Linux I/O Scheduler Tuning: mq-deadline, none, BFQ
16 min read - June 1, 2026

How to pick and tune the right Linux I/O scheduler for NVMe, SATA, and HDD workloads, with sysfs commands, udev rules, and fio benchmarking steps.
Linux I/O scheduler tuning: mq-deadline, none, and BFQ
The Linux I/O scheduler decides the order in which read and write requests reach your storage device, and the right choice depends almost entirely on your hardware. Use none for NVMe, mq-deadline for SATA SSDs and HDDs running mixed workloads, and bfq when you need to stop one process from starving the others. This guide covers how the three main schedulers work, how to match one to your workload, and how to tune and verify the result.
If you want a hands-on walkthrough before reading, this video covers the basics of switching and testing schedulers from the terminal.

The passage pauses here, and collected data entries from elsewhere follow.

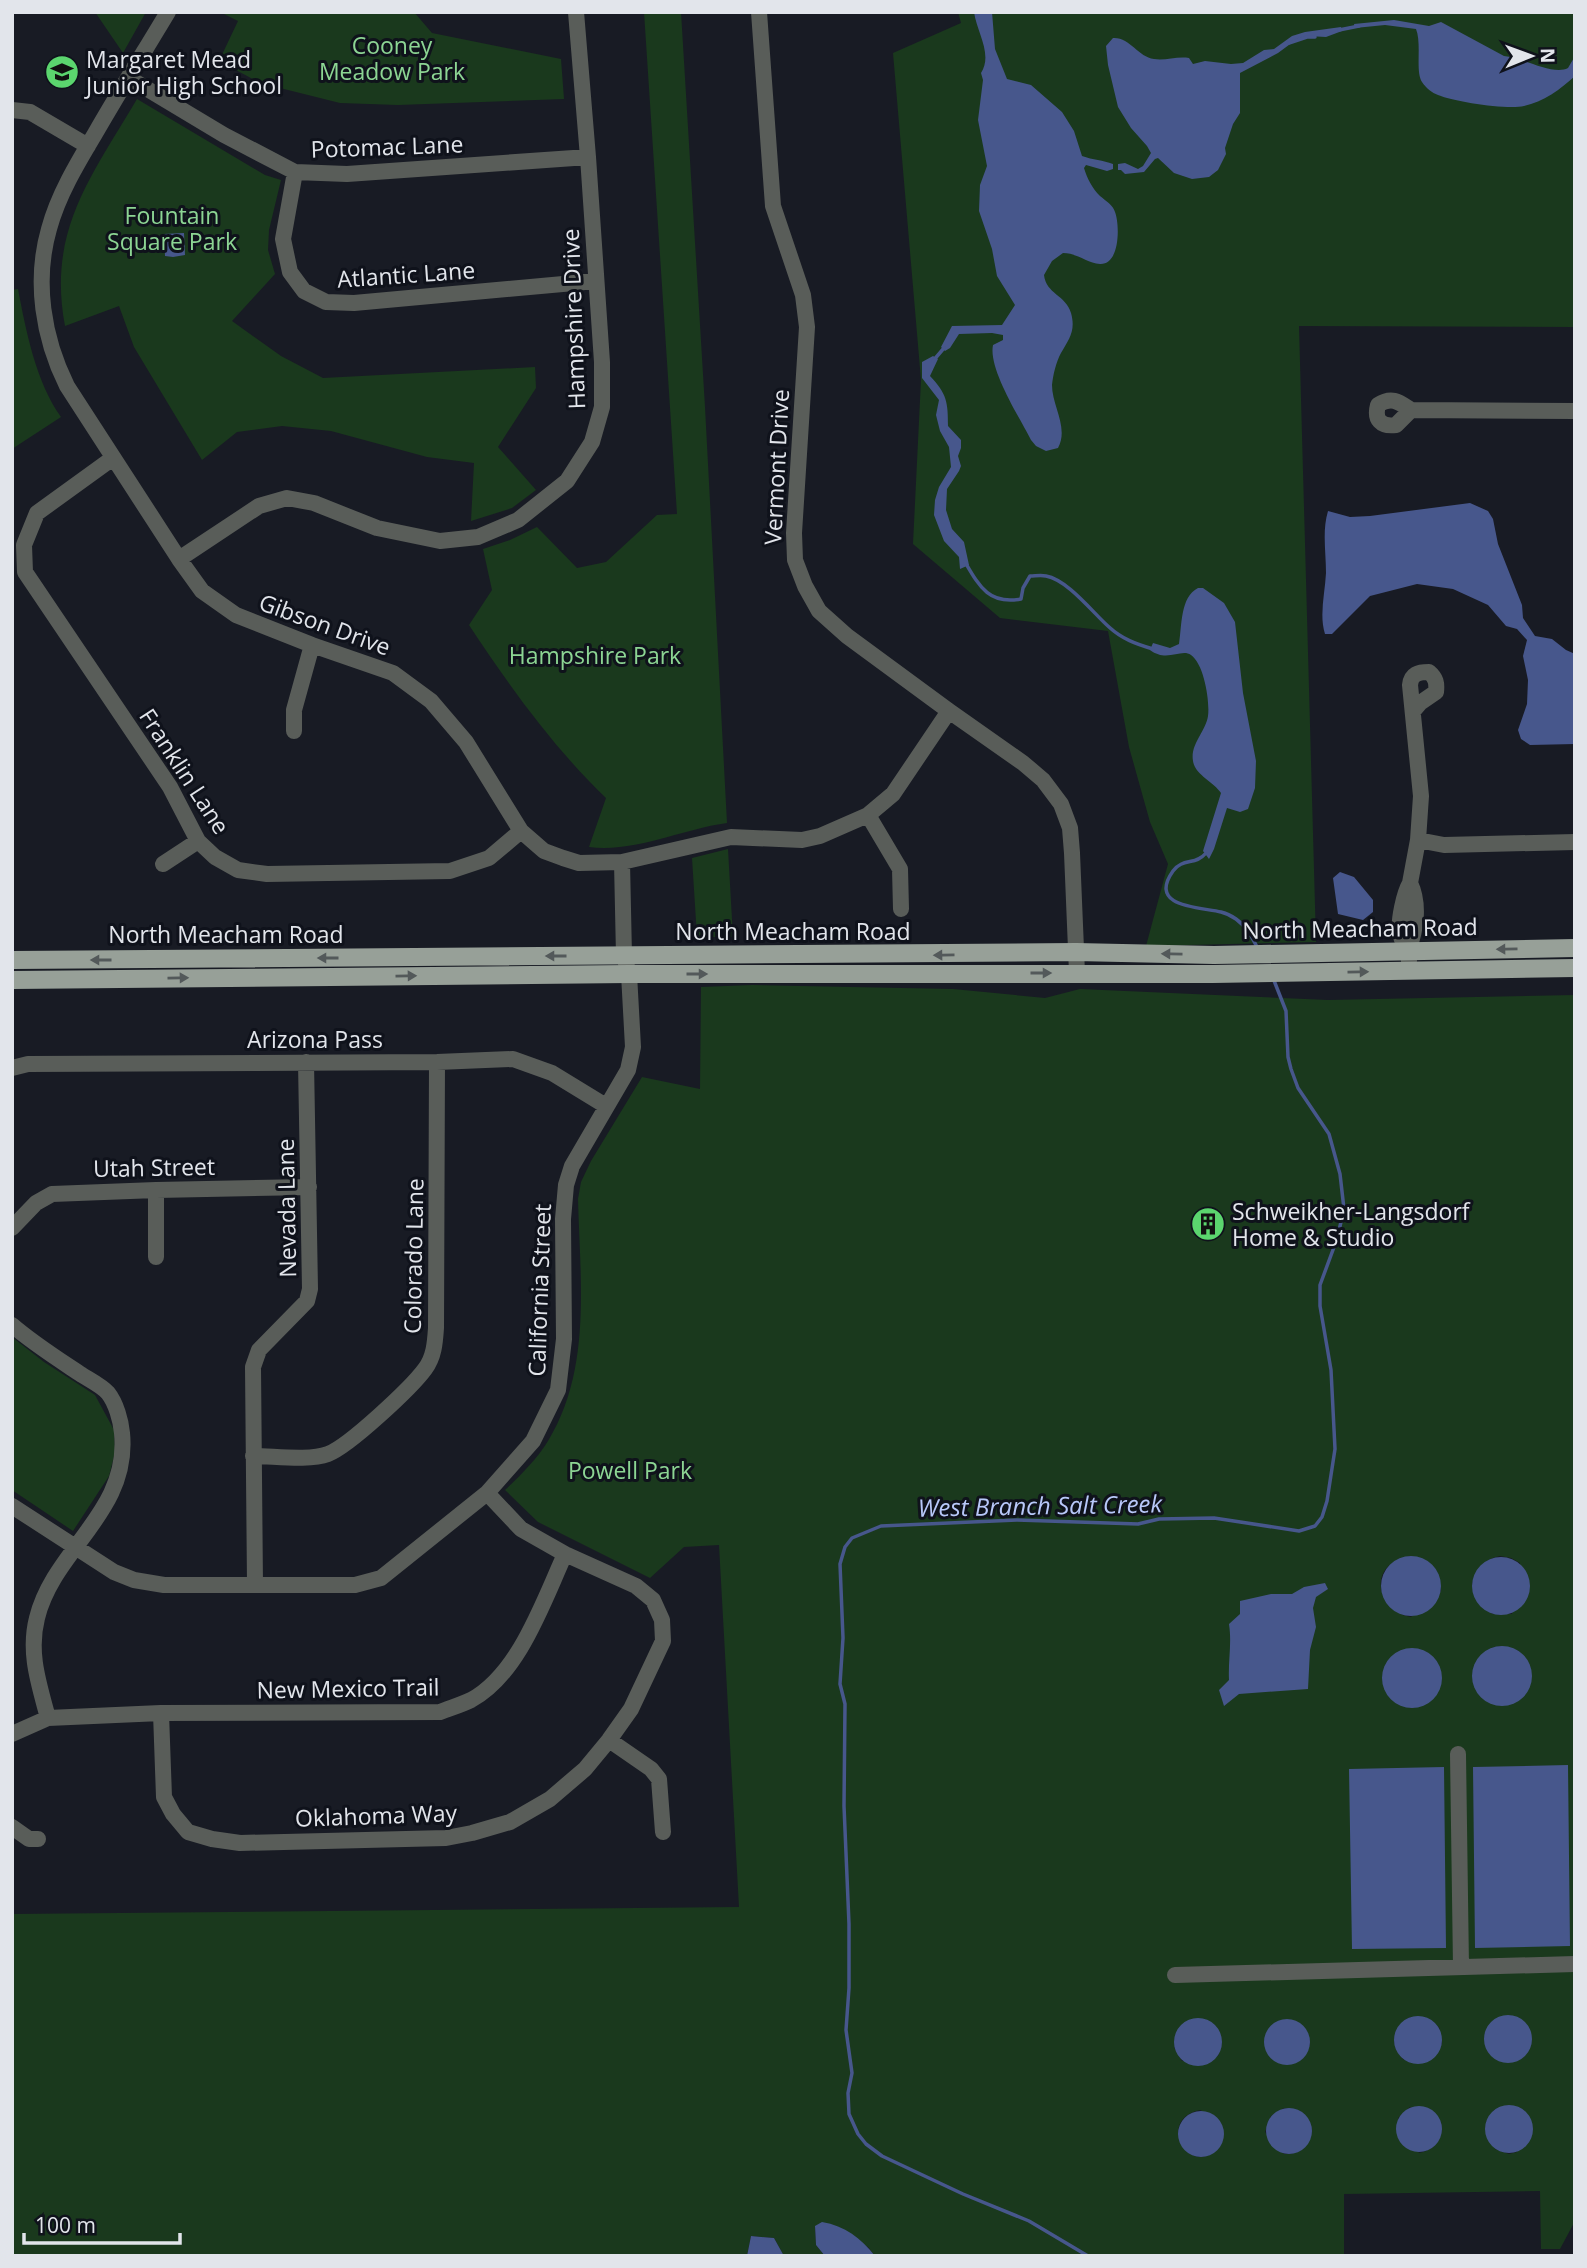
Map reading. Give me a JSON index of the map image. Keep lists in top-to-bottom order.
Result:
{
  "streets": {
    "main road": ["North Meacham Road"],
    "street": [
      "Potomac Lane",
      "Atlantic Lane",
      "Hampshire Drive",
      "Vermont Drive",
      "Gibson Drive",
      "Franklin Lane",
      "Arizona Pass",
      "Utah Street",
      "Nevada Lane",
      "Colorado Lane",
      "California Street",
      "New Mexico Trail",
      "Oklahoma Way"
    ]
  },
  "crossings": [
    ["Potomac Lane", "Atlantic Lane"],
    ["Potomac Lane", "Hampshire Drive"],
    ["Potomac Lane", "Gibson Drive"],
    ["Atlantic Lane", "Hampshire Drive"],
    ["Hampshire Drive", "Gibson Drive"],
    ["Vermont Drive", "Gibson Drive"],
    ["Vermont Drive", "North Meacham Road"],
    ["Gibson Drive", "Franklin Lane"],
    ["Gibson Drive", "California Street"],
    ["North Meacham Road", "California Street"],
    ["Arizona Pass", "Nevada Lane"],
    ["Arizona Pass", "Colorado Lane"],
    ["Arizona Pass", "California Street"],
    ["Utah Street", "Nevada Lane"],
    ["Nevada Lane", "Colorado Lane"],
    ["Nevada Lane", "California Street"],
    ["New Mexico Trail", "Oklahoma Way"]
  ],
  "water": ["West Branch Salt Creek"],
  "parks": [
    "Cooney Meadow Park",
    "Fountain Square Park",
    "Hampshire Park",
    "Powell Park"
  ],
  "places": {
    "school or university": ["Margaret Mead Junior High School"],
    "building": ["Schweikher-Langsdorf Home & Studio"]
  },
  "scale_bar": "100 m",
  "north": "right"
}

How mq-deadline, none, and BFQ differ
Each scheduler handles requests with a different strategy. Knowing how they differ is what lets you choose deliberately instead of running whatever the kernel picked at boot.
mq-deadline
The mq-deadline scheduler makes sure no request waits indefinitely. It keeps separate sorted queues for reads and writes, ordering them by Logical Block Address to cut seek time, and enforces deadlines: 500 ms for reads and 5 seconds for writes by default. When a request hits its deadline, it jumps to the front of the queue.
Reads take priority over writes, since reads usually block the application while writes are handled asynchronously. To stop writes from being starved entirely, the scheduler services a batch of overdue writes after a set number of reads. The result is consistent low latency, which makes it a strong fit for database servers and any workload that mixes reads and writes.
none
The none scheduler does almost nothing. It passes requests straight to the device in First-In-First-Out order, with no reordering, merging, or prioritization. That suits modern NVMe drives, which manage their own internal queues and can track tens of thousands of in-flight requests at once. Removing the software scheduling layer gives the shortest possible path from application to device, which is exactly what high-throughput NVMe workloads want.
The catch is that this only works when the hardware can schedule intelligently on its own. On HDDs or SATA SSDs with shallow queues, skipping software reordering usually makes performance worse, not better.
BFQ
BFQ (Budget Fair Queuing) puts fairness first. Instead of time slices, it gives each process a budget measured in disk sectors. Large sequential readers get bigger budgets to keep throughput up, while latency-sensitive tasks get smaller budgets so they are serviced quickly, and a feedback loop adjusts the budgets as it runs.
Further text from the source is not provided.